[[ Dataset, beginning ]]

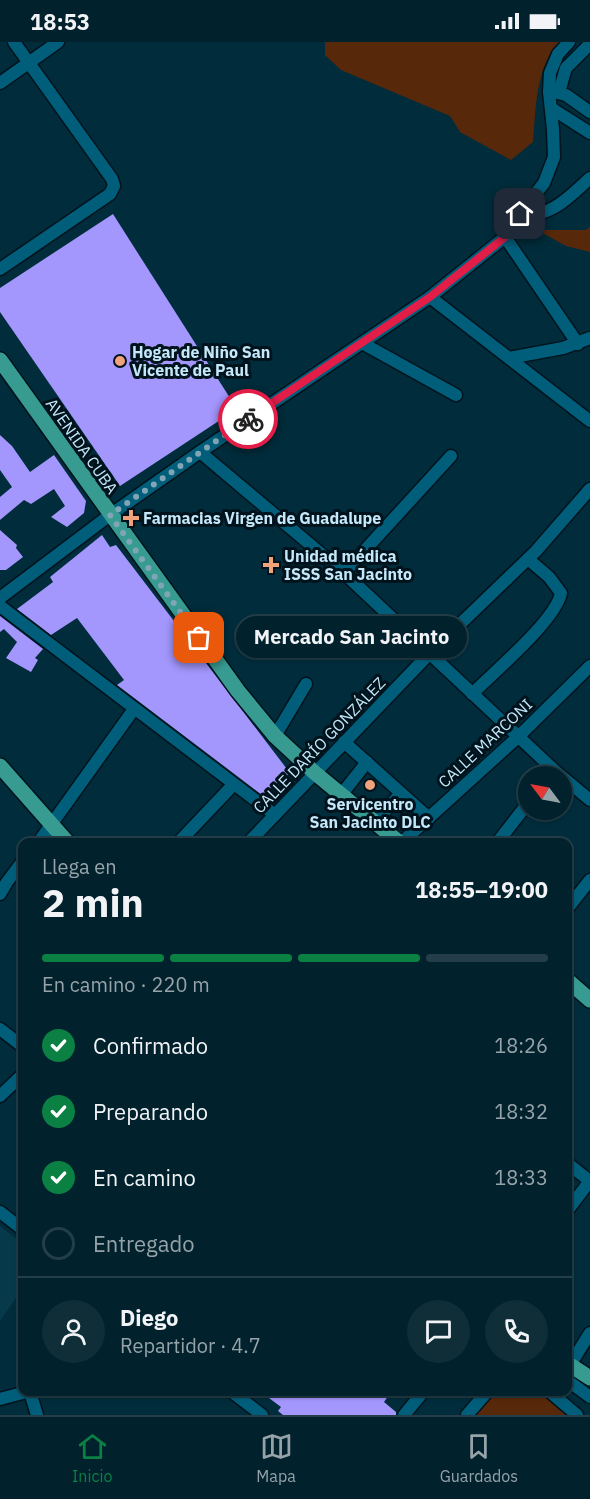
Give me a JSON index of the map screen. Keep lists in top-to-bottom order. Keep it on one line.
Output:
{"streets":{"main road":["AVENIDA CUBA"],"street":["CALLE MARCONI","CALLE DARÍO GONZÁLEZ"]},"crossings":[["AVENIDA CUBA","CALLE DARÍO GONZÁLEZ"]],"places":{"other":["Hogar de Niño San Vicente de Paul","Mercado San Jacinto","Servicentro San Jacinto DLC"],"health":["Farmacias Virgen de Guadalupe","Unidad médica ISSS San Jacinto"]},"north":"top left","page":{"status":"18:53","bubble":"Mercado San Jacinto","heading":["2 min","Llega en","18:55–19:00"],"panel":["Diego","Repartidor · 4.7"],"bar":"En camino · 220 m","list":[["Confirmado","18:26"],["Preparando","18:32"],["En camino","18:33"],"Entregado"],"tabs":["Inicio","Mapa","Guardados"]}}
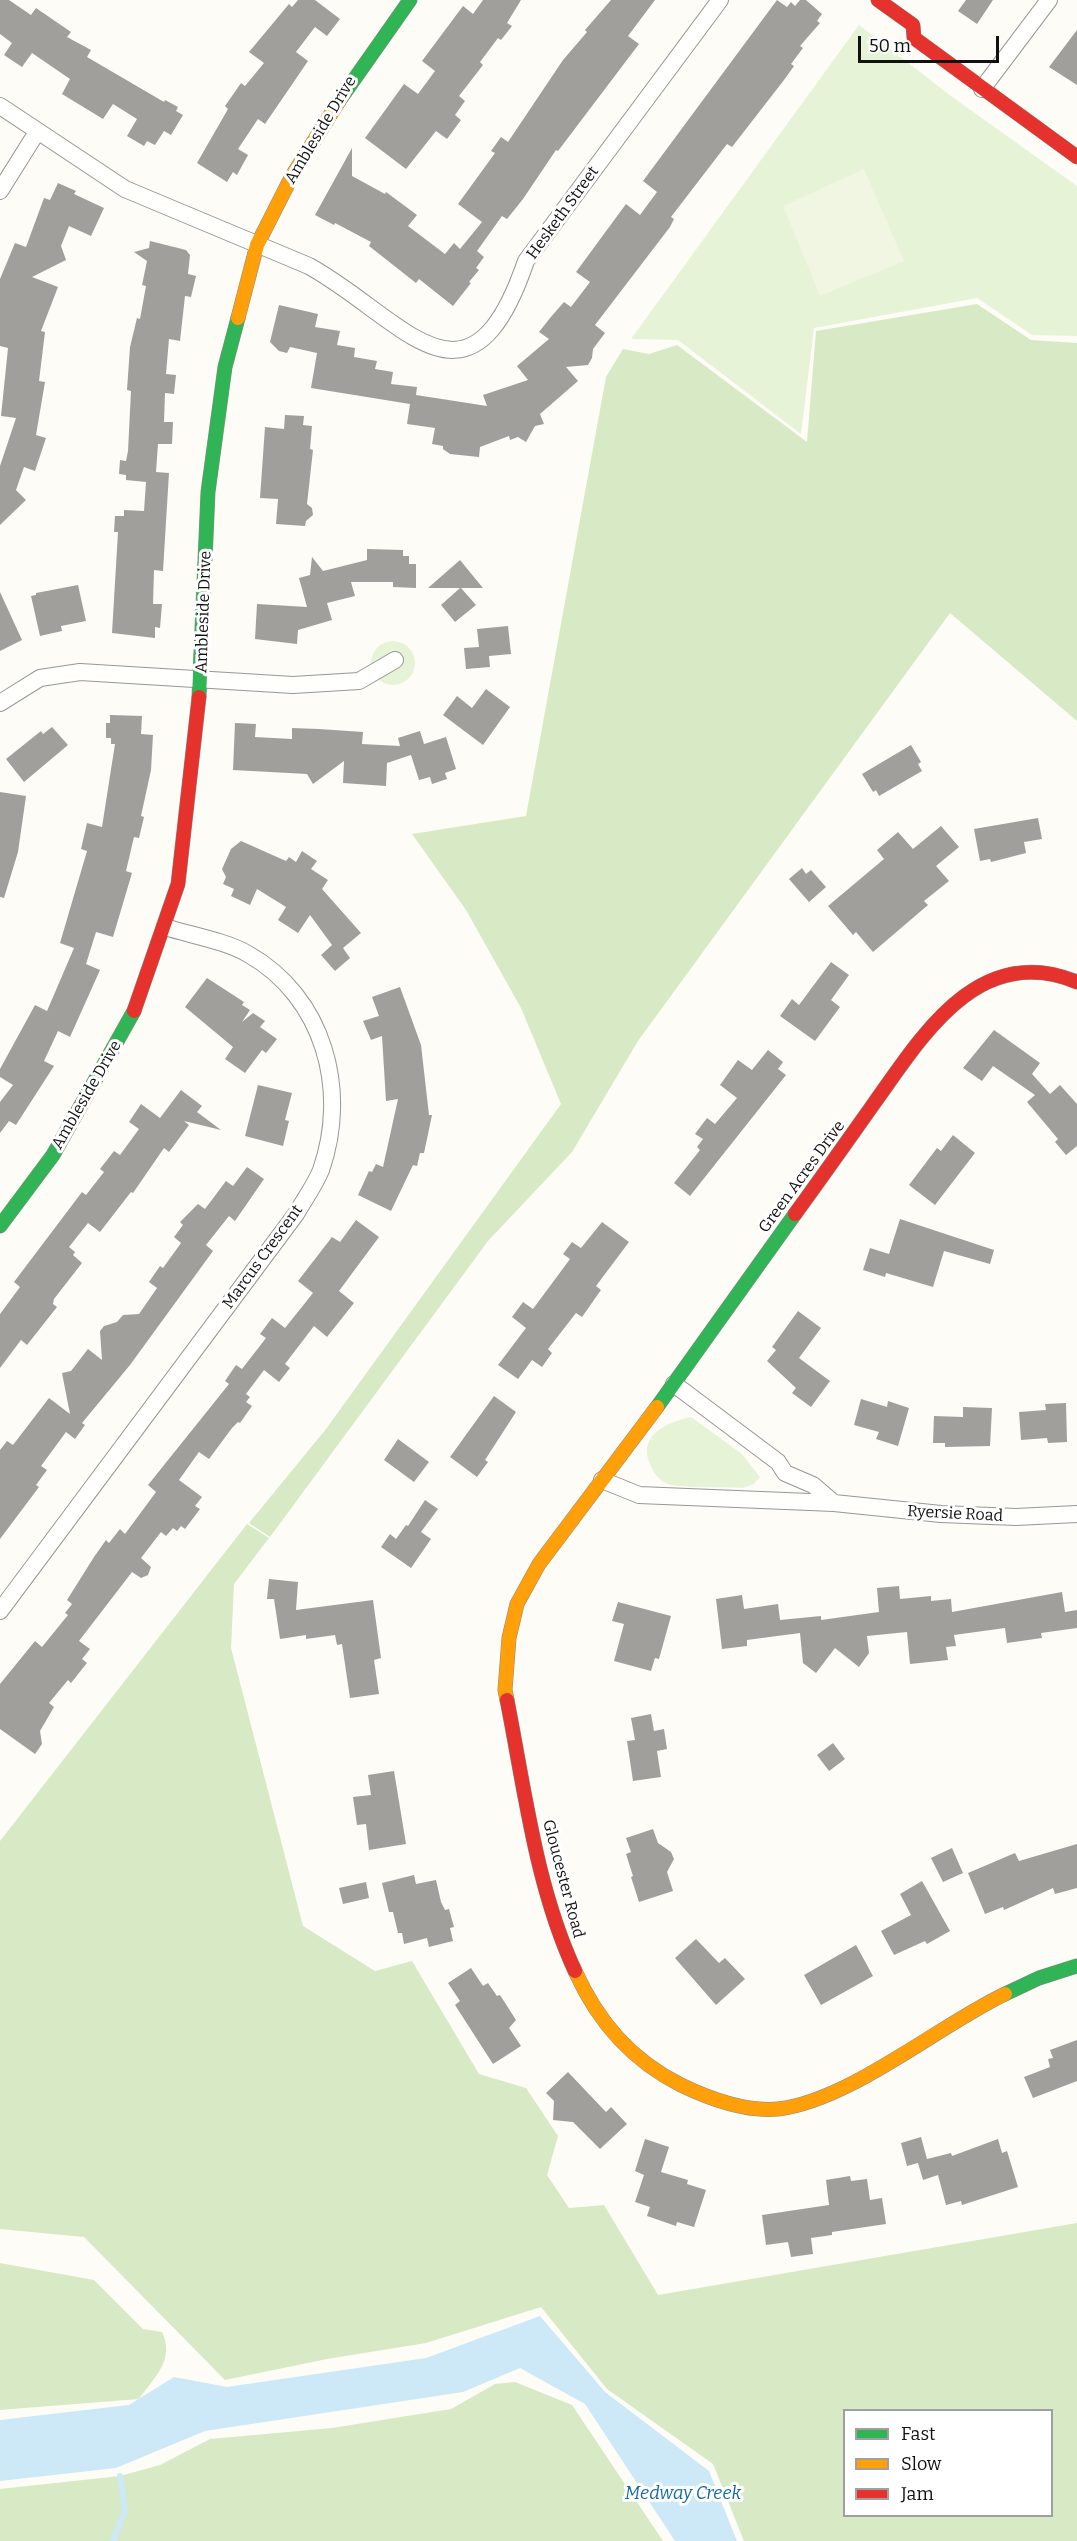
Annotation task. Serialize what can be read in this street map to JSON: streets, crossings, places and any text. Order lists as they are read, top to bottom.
{
  "streets": {
    "street": [
      "Ambleside Drive",
      "Hesketh Street",
      "Green Acres Drive",
      "Marcus Crescent",
      "Ryersie Road",
      "Gloucester Road"
    ]
  },
  "crossings": [
    ["Ambleside Drive", "Hesketh Street"],
    ["Ambleside Drive", "Marcus Crescent"],
    ["Green Acres Drive", "Ryersie Road"],
    ["Green Acres Drive", "Gloucester Road"],
    ["Ryersie Road", "Gloucester Road"]
  ],
  "water": ["Medway Creek"],
  "legend": ["Fast", "Slow", "Jam"],
  "scale_bar": "50 m"
}
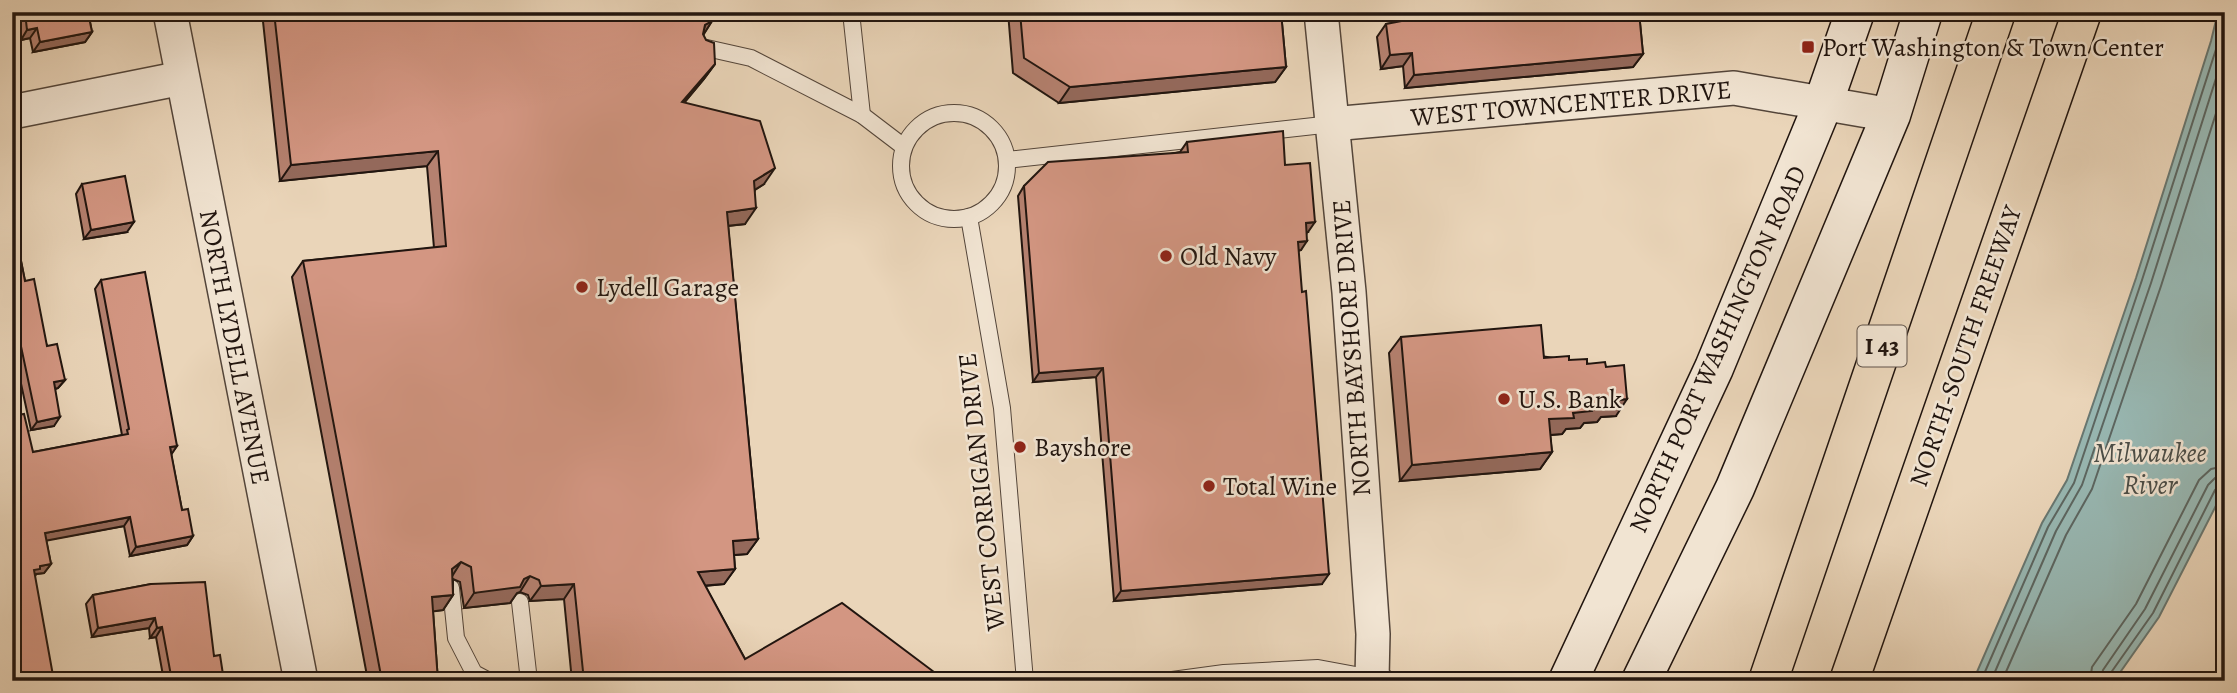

[[ Dataset, end ]]

◆ **Exercise**: Could you copy every record exactly, without the pictures?

◆ **Response to this exercise**:
Give me a JSON index of the map screen. Keep lists in top-to-bottom order. Keep it on one line.
Output:
{"streets":{"main road":["AVENIDA CUBA"],"street":["CALLE MARCONI","CALLE DARÍO GONZÁLEZ"]},"crossings":[["AVENIDA CUBA","CALLE DARÍO GONZÁLEZ"]],"places":{"other":["Hogar de Niño San Vicente de Paul","Mercado San Jacinto","Servicentro San Jacinto DLC"],"health":["Farmacias Virgen de Guadalupe","Unidad médica ISSS San Jacinto"]},"north":"top left","page":{"status":"18:53","bubble":"Mercado San Jacinto","heading":["2 min","Llega en","18:55–19:00"],"panel":["Diego","Repartidor · 4.7"],"bar":"En camino · 220 m","list":[["Confirmado","18:26"],["Preparando","18:32"],["En camino","18:33"],"Entregado"],"tabs":["Inicio","Mapa","Guardados"]}}
Annotation task. Serialize what can be read in this street map to JSON: streets, crossings, places and any text. Order lists as they are read, top to bottom.
{
  "streets": {
    "street": [
      "Ambleside Drive",
      "Hesketh Street",
      "Green Acres Drive",
      "Marcus Crescent",
      "Ryersie Road",
      "Gloucester Road"
    ]
  },
  "crossings": [
    ["Ambleside Drive", "Hesketh Street"],
    ["Ambleside Drive", "Marcus Crescent"],
    ["Green Acres Drive", "Ryersie Road"],
    ["Green Acres Drive", "Gloucester Road"],
    ["Ryersie Road", "Gloucester Road"]
  ],
  "water": ["Medway Creek"],
  "legend": ["Fast", "Slow", "Jam"],
  "scale_bar": "50 m"
}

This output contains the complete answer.